▸ Your objective
Starting at the first line of the records below, transcribe each line exactly, ending with the line that contains "position:absolute; right:24px; top:24px;".

Top of Given data

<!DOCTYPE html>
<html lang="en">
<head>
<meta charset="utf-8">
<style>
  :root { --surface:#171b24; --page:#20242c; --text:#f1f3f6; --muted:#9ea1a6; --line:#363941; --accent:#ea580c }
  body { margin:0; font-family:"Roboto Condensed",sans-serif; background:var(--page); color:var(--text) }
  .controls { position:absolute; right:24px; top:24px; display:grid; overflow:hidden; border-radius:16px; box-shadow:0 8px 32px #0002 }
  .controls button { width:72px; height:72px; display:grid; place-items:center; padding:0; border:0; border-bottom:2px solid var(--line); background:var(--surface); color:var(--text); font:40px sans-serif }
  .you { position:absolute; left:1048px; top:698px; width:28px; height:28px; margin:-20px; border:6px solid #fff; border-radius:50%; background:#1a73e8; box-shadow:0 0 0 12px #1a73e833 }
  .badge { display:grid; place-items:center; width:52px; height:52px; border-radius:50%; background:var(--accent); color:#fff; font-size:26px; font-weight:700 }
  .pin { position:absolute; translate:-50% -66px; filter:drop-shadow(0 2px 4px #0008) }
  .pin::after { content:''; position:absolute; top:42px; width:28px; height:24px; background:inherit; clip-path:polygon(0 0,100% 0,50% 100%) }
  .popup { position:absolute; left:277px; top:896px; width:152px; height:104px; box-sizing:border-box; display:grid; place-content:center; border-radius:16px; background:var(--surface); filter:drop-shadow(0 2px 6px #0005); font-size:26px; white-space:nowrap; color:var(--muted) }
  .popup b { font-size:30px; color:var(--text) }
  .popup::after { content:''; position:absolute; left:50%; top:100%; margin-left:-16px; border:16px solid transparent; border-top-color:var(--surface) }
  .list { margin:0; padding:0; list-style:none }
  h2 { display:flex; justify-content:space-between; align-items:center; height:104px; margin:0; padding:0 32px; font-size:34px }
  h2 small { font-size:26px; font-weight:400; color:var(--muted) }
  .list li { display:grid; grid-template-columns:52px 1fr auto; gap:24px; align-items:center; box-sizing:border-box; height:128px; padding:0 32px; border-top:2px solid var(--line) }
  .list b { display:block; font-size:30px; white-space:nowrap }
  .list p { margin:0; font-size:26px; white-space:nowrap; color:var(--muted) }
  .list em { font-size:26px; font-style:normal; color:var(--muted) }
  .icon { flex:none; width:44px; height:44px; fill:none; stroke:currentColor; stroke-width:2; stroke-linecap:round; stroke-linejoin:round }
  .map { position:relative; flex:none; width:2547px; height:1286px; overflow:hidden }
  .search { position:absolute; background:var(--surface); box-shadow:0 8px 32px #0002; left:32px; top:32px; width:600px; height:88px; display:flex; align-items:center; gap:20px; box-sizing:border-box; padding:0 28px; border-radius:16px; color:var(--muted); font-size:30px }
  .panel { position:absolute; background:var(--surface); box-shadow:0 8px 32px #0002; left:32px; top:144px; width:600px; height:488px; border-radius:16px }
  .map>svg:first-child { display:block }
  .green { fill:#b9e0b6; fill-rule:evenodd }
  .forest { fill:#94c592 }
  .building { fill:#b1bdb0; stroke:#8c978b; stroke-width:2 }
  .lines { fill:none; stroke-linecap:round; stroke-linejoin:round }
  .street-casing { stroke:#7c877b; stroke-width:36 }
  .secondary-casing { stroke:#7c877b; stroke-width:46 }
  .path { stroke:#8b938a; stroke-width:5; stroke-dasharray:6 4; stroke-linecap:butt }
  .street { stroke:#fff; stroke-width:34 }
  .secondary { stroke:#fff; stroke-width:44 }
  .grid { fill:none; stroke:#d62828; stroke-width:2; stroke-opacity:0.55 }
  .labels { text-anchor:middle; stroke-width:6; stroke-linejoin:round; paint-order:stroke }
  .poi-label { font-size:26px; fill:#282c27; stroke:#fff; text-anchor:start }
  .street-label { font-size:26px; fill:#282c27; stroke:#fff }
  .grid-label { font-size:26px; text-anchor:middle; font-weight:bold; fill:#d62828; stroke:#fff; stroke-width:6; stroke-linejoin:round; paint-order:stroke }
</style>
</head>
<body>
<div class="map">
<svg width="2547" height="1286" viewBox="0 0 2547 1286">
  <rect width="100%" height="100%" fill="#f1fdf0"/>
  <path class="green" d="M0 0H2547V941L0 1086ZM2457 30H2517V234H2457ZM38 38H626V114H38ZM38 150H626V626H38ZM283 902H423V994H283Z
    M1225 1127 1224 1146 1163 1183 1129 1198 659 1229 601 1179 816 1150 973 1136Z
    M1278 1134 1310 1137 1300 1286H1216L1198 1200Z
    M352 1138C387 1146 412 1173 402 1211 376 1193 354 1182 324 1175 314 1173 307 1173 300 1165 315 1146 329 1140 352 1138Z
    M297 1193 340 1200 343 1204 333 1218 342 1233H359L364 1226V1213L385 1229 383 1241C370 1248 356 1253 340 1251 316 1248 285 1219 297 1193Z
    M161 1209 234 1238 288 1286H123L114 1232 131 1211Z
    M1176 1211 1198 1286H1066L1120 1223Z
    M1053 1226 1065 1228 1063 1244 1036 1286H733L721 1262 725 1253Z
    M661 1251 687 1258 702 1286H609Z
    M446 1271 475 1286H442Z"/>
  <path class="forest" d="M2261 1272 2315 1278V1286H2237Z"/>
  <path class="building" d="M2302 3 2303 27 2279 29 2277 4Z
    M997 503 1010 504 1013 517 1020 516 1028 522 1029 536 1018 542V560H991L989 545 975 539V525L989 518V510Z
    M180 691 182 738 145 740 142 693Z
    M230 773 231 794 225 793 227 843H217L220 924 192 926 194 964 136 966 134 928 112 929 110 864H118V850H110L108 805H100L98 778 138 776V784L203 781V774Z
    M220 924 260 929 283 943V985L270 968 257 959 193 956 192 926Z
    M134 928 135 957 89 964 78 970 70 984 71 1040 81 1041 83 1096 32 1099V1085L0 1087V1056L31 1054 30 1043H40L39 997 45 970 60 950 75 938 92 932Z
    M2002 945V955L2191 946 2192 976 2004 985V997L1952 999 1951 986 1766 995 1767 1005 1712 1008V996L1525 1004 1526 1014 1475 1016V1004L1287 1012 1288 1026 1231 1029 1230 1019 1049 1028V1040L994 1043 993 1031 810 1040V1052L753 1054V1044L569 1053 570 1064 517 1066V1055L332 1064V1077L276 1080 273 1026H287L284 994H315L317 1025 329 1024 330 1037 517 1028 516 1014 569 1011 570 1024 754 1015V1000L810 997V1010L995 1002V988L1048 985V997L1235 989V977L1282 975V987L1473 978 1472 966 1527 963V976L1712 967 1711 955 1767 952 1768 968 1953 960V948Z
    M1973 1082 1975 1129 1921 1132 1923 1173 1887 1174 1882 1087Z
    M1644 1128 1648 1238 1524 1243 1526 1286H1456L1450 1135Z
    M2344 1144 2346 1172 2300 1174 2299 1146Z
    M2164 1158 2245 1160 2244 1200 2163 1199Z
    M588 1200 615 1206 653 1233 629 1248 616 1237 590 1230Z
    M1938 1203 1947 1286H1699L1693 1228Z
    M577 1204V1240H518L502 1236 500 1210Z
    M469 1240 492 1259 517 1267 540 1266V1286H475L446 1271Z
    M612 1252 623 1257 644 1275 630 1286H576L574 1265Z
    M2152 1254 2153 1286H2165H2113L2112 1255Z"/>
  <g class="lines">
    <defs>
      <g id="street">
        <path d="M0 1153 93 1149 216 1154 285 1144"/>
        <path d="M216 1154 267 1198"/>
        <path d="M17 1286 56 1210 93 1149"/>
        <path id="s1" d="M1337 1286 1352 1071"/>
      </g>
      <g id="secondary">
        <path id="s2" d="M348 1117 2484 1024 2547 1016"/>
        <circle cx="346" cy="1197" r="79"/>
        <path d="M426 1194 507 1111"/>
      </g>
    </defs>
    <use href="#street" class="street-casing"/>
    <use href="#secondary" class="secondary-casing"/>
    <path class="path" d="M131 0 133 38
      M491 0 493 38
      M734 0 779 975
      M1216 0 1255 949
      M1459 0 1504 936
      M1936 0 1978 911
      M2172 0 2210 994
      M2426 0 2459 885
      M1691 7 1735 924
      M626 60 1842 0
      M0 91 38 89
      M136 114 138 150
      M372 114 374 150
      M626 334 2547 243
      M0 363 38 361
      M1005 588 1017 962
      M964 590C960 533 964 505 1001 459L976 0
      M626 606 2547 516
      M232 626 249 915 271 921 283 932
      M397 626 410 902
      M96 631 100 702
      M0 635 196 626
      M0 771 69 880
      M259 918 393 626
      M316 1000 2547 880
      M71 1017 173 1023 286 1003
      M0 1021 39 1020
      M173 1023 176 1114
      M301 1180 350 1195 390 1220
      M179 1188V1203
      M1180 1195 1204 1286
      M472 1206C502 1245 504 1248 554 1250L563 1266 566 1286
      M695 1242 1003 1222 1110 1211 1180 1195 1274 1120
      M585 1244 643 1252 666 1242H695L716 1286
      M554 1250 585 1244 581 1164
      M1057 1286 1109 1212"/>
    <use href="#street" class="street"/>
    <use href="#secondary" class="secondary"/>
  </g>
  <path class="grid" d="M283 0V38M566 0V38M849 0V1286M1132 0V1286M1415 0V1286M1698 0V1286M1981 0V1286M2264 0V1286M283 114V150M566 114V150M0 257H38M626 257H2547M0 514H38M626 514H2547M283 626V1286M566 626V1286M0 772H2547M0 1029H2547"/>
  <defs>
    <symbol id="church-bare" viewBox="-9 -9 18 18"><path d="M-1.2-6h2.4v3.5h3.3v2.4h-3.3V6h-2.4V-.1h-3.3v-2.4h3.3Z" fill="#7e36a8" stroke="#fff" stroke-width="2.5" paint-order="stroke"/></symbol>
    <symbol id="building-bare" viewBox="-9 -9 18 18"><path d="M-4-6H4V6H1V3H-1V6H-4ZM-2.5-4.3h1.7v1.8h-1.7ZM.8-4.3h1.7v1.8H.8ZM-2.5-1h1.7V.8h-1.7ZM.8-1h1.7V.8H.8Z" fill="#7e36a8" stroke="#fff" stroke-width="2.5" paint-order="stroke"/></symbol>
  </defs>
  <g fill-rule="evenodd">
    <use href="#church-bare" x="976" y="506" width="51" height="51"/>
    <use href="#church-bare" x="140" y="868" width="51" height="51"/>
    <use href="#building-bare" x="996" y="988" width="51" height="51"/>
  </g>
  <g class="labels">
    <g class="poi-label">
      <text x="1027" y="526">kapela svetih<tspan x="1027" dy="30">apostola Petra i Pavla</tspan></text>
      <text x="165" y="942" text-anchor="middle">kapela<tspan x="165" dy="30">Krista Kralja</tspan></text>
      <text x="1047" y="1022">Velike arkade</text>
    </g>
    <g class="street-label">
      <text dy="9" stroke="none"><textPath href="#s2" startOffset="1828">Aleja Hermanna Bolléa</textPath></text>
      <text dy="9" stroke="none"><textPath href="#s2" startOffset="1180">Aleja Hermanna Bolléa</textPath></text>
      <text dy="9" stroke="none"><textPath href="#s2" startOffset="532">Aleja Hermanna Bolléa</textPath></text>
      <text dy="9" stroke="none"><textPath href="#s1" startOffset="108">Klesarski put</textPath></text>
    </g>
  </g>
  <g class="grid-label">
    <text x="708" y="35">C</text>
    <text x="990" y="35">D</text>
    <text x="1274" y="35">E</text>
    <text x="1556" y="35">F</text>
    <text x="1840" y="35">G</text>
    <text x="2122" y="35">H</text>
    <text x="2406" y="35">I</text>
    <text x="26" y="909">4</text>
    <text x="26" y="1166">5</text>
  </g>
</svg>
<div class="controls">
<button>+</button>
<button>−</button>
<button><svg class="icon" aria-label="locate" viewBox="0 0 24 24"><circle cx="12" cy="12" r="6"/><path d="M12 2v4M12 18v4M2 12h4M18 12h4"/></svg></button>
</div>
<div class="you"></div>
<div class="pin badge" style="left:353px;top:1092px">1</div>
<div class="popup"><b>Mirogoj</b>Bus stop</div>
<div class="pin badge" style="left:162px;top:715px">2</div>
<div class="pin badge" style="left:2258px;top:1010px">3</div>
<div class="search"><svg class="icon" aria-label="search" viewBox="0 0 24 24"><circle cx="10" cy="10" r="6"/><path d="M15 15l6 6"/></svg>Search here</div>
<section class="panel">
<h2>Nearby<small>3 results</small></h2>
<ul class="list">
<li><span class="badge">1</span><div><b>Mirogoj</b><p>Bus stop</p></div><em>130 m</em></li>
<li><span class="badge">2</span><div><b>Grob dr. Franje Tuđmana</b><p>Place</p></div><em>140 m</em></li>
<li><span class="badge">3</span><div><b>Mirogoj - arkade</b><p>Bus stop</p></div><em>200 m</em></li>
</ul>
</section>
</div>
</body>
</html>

Bottom of Given data

▸ Answer to this problem
<!DOCTYPE html>
<html lang="en">
<head>
<meta charset="utf-8">
<style>
  :root { --surface:#171b24; --page:#20242c; --text:#f1f3f6; --muted:#9ea1a6; --line:#363941; --accent:#ea580c }
  body { margin:0; font-family:"Roboto Condensed",sans-serif; background:var(--page); color:var(--text) }
  .controls { position:absolute; right:24px; top:24px; display:grid; overflow:hidden; border-radius:16px; box-shadow:0 8px 32px #0002 }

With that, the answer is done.